Virulence Factors Contributing to Biofilm Formation
- Capsule inhibits complement decomposition, opsonization, and phagocytosis.
- As of 2023, 134 capsule types identified. Variability allows Klebsiella to avoid host immune response.
- Capsule has bactericidal effects on other bacteria.
- LPS (lipopolysaccharide) promotes attachment to surfaces.
- Fimbriae associated with adhesion and binding.
- Type 1: binding to mucosa.
- Type 3: binding to abiotic factors.
- Siderophores: upregulate iron uptake, downregulate inflammatory responses.
- Quorum sensing: communication mechanism within the biofilm that allows it to adapt and change.
Antibiotic Resistance
- Rise of antibiotic resistance in Klebsiella.
- Healthcare-associated infections are often antimicrobially resistant.
- Driven by antibiotic use within healthcare settings.
Community-Acquired Infections
- Outside the hospital.
- Person-to-person transmission, fecal-oral transmission, zoonoses, vector-borne.
C. Diff in the Community
- Emergence of disease has been growing over the past twenty years.
- Risk factors are the same as in the hospital.
- Additional environmental sources: animal and environmental sources.
Community-Acquired Pneumonia
- No medical device involved.
- Down to bacteria, co-infection with viruses.
- Cases: Streptococcus pneumoniae is the largest contributor.
- Gram-positive facultative anaerobe (Streptococcus pneumoniae).
- Transmission is direct person-to-person via droplet.

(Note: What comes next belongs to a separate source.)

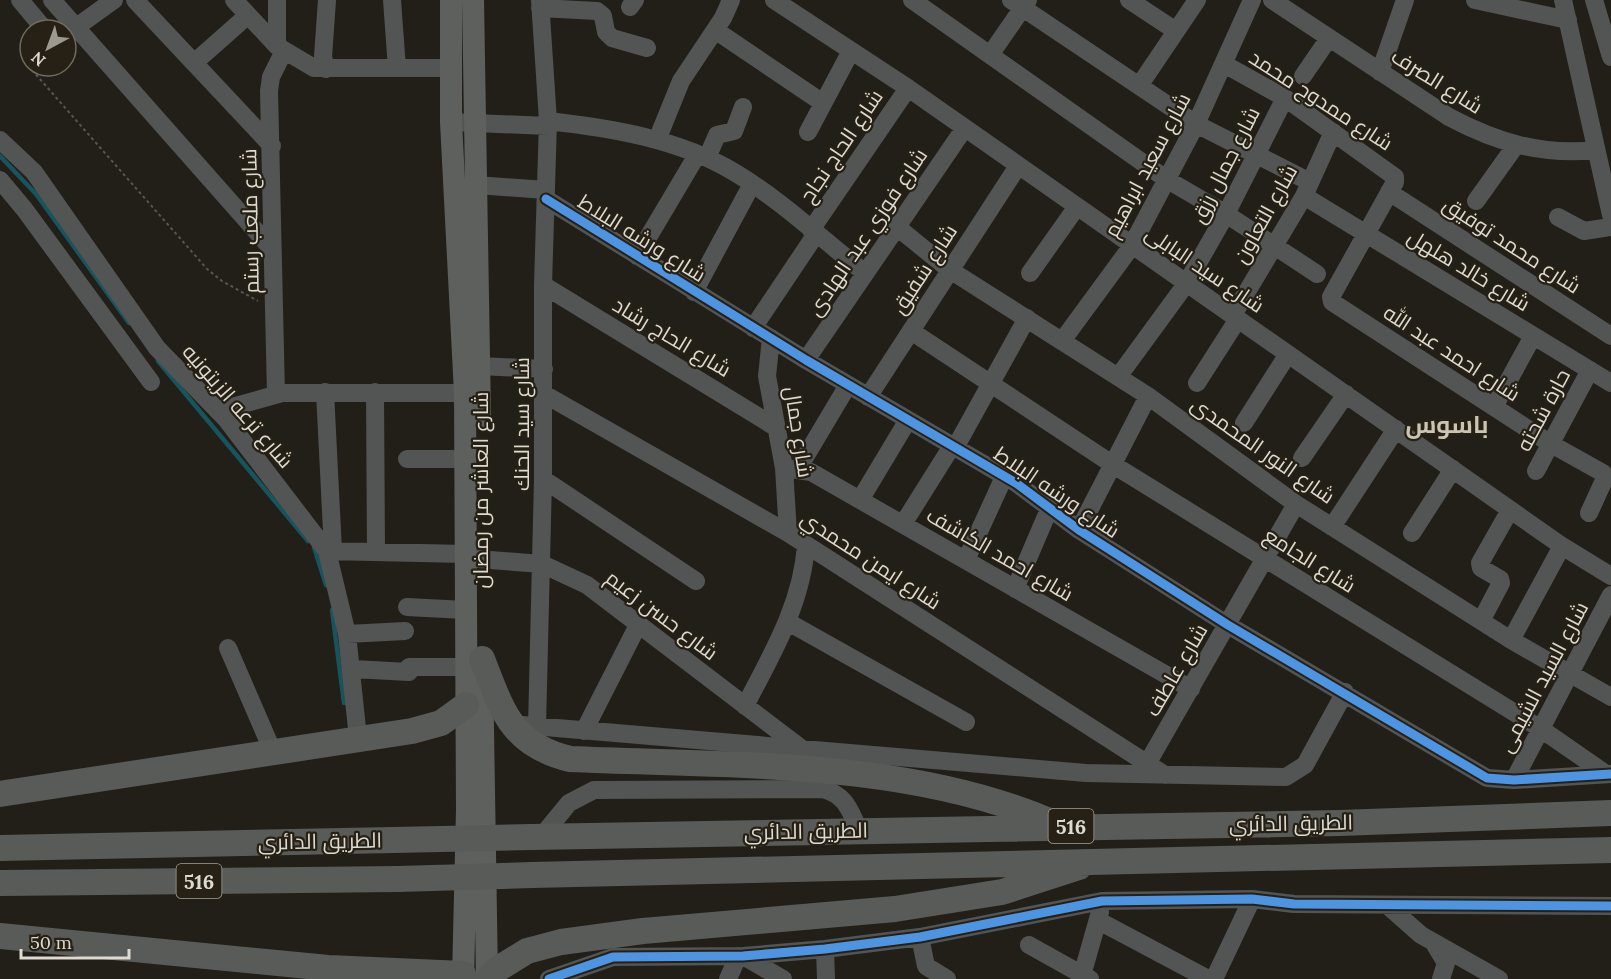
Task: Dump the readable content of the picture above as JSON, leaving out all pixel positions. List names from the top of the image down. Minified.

- Toxin-forming, polysaccharide capsule, evidence of multi-drug resistance.
Control Measures
- Hygiene and cleanliness.
- Vaccination (childhood vaccination for pneumococcal diseases).
Summary
- Nosocomial infections occur in hospital, community infections are outside.
- Less understandable infection source is more complex in community environment.
- Gastro infections and pneumonia occur in both, but causative agents may differ.